Context Management in Claude Code

How to stretch Claude Code across big projects. Covers the 80/20 rule, /compact, CLAUDE.md, chunking, clean recovery, and four open-source tools that cut context 10×.

Problem: On long conversations, Claude Code starts forgetting your project. You re-explain the same decisions, or Claude ships code that clashes with what it wrote twenty minutes earlier.

Quick Win: Keep an eye on the token percentage in the status bar. Past 80%, drop the session and spin up a fresh one with claude before any complex multi-file work:

# Exit current session (Ctrl+C or type 'exit')
# Then start fresh
claude

That one habit alone stops the slow degradation that tanks productivity on large projects. Everything below is five more moves that stack on top of it.

In a hurry? Jump straight to the open-source stack below. Four tools that automate most of this and cut context roughly 10×.

The Mental Model: Active Working Memory

The context window is not a passive archive. Treat it as active working memory. Once it fills up, Claude has a harder time holding your whole project in view, the same way you couldn't keep a 50-page doc in your head while typing out code.

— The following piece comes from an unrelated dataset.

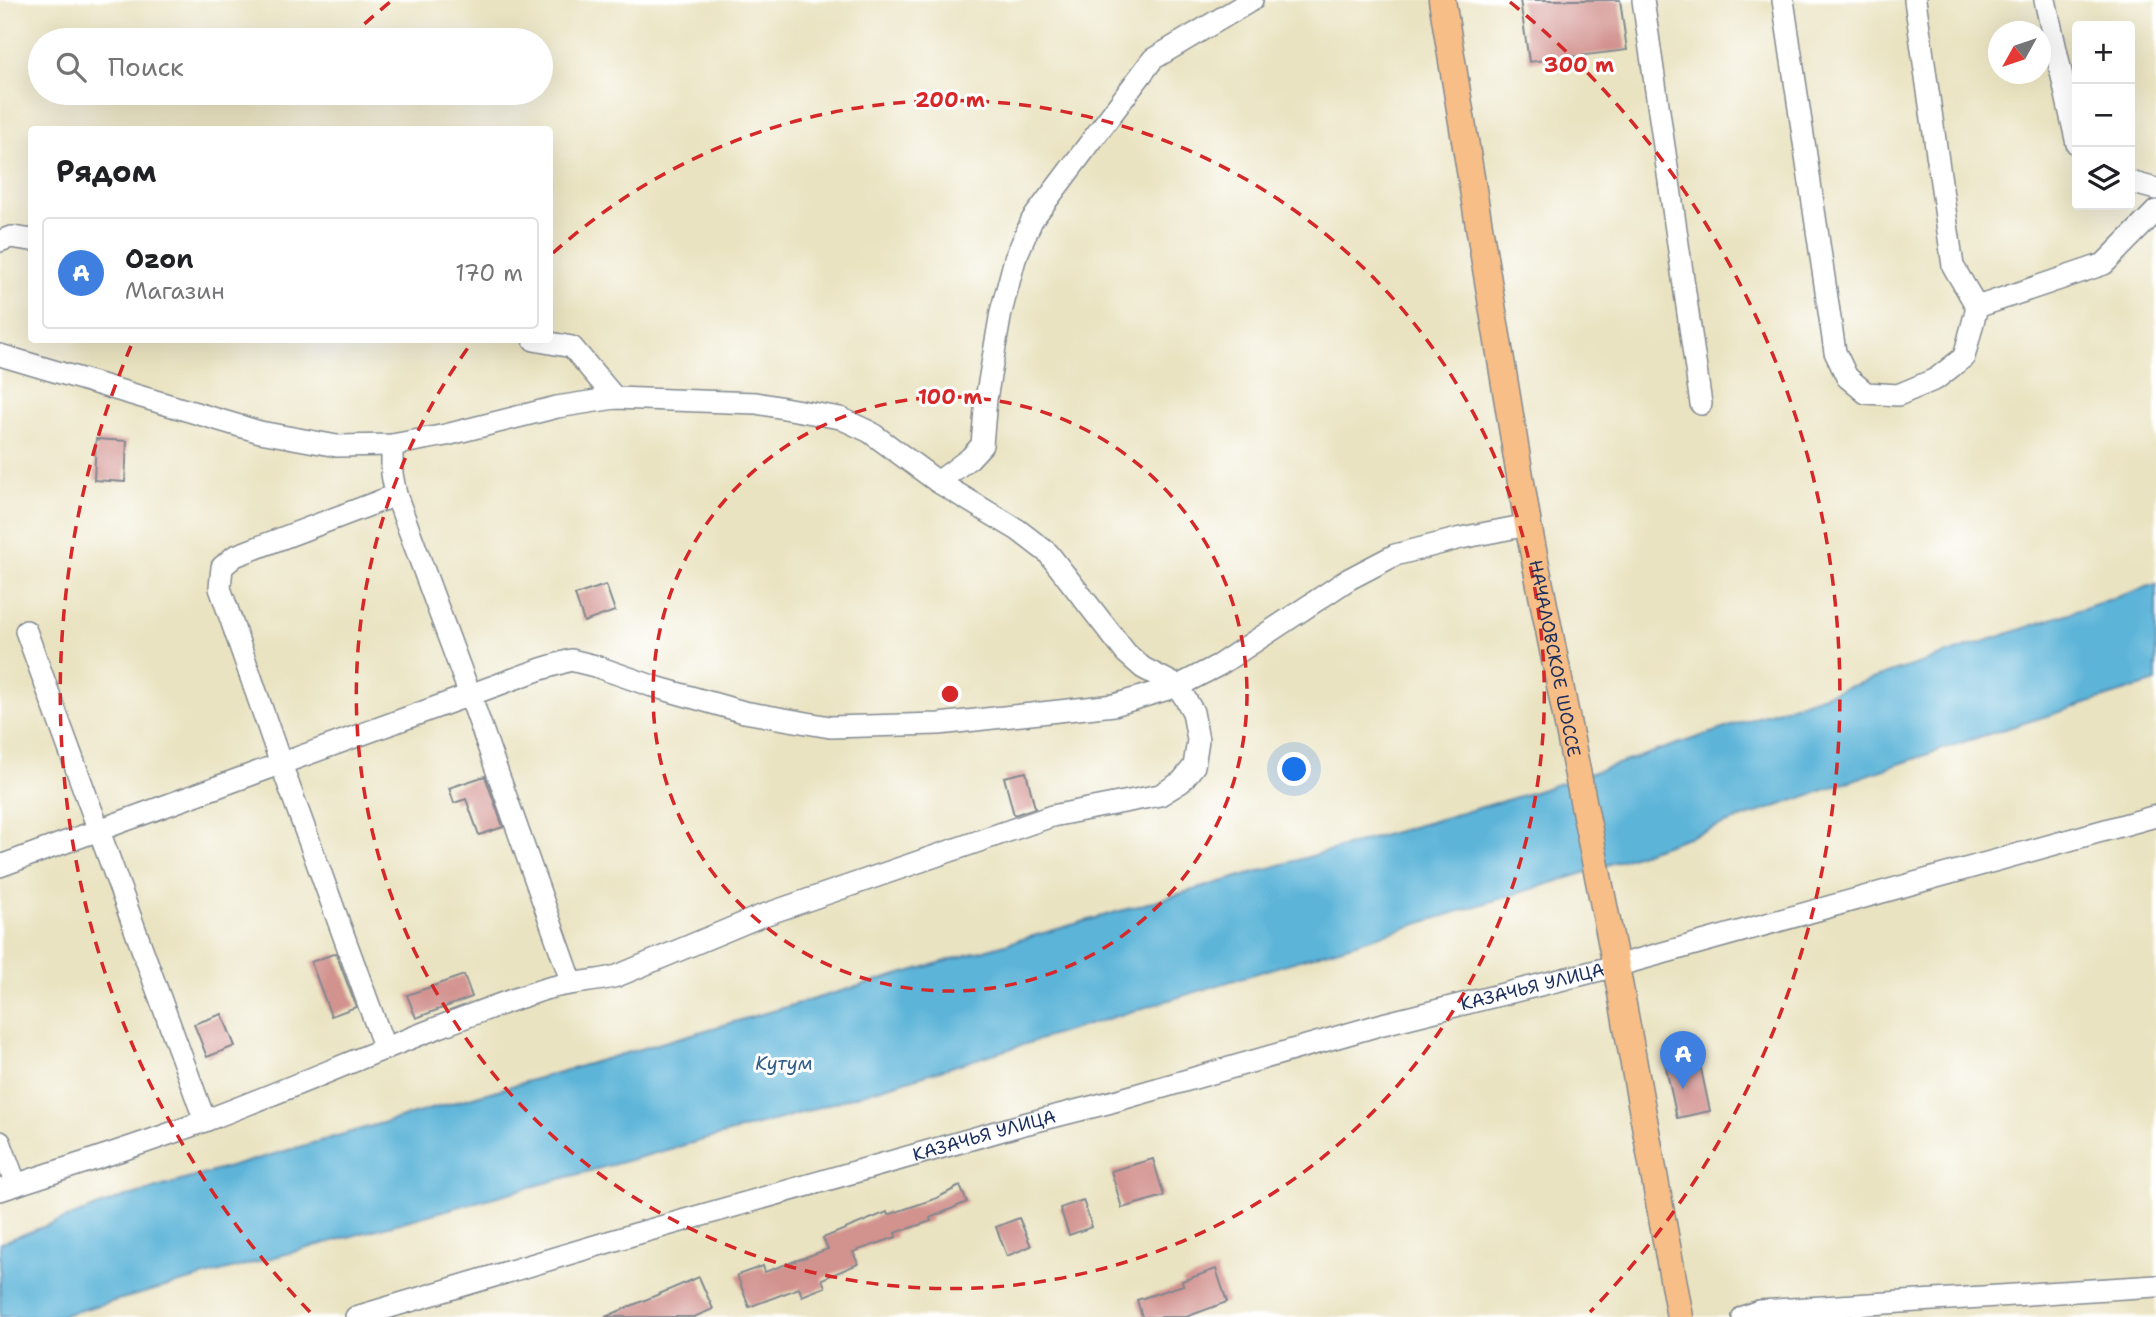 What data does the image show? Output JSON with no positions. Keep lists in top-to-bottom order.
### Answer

Context starvation has a shape. Four failure modes show up:

  • Inconsistent code that contradicts work done earlier in the same chat
  • Repeated questions about project layout you already walked through
  • Lost architectural decisions and naming choices
  • Breaking changes that trample patterns you set up minutes ago

Spotting the moment these start is more useful than pretending you can dodge them.

The 80/20 Rule

Leave the last 20% of the window alone on any serious multi-file task. Refactors, new features, and deep debugging all need working memory to track how components relate. Burn through that reserve and the model slips.

High Context Tasks (stop at 80% capacity):

  • Large-scale refactoring across multiple files
  • Feature implementation spanning several components
  • Complex debugging requiring architectural understanding
  • Code reviews with cross-file dependencies

Low Context Tasks (safe to continue past 80%):

  • Single-file edits with clear scope
  • Independent utility function creation
  • Documentation updates
  • Simple, localized bug fixes

The rule experienced users settle on: put the hard work in the first 80% of a session, and save the last stretch for small jobs that don't need the whole architecture in Claude's head.

/compact and When to Use It

The /compact slash command squeezes your chat history into a summary. Compaction runs fast now because Claude keeps a rolling session memory in the background, so /compact just loads that summary into a clean context instead of re-summarizing from zero.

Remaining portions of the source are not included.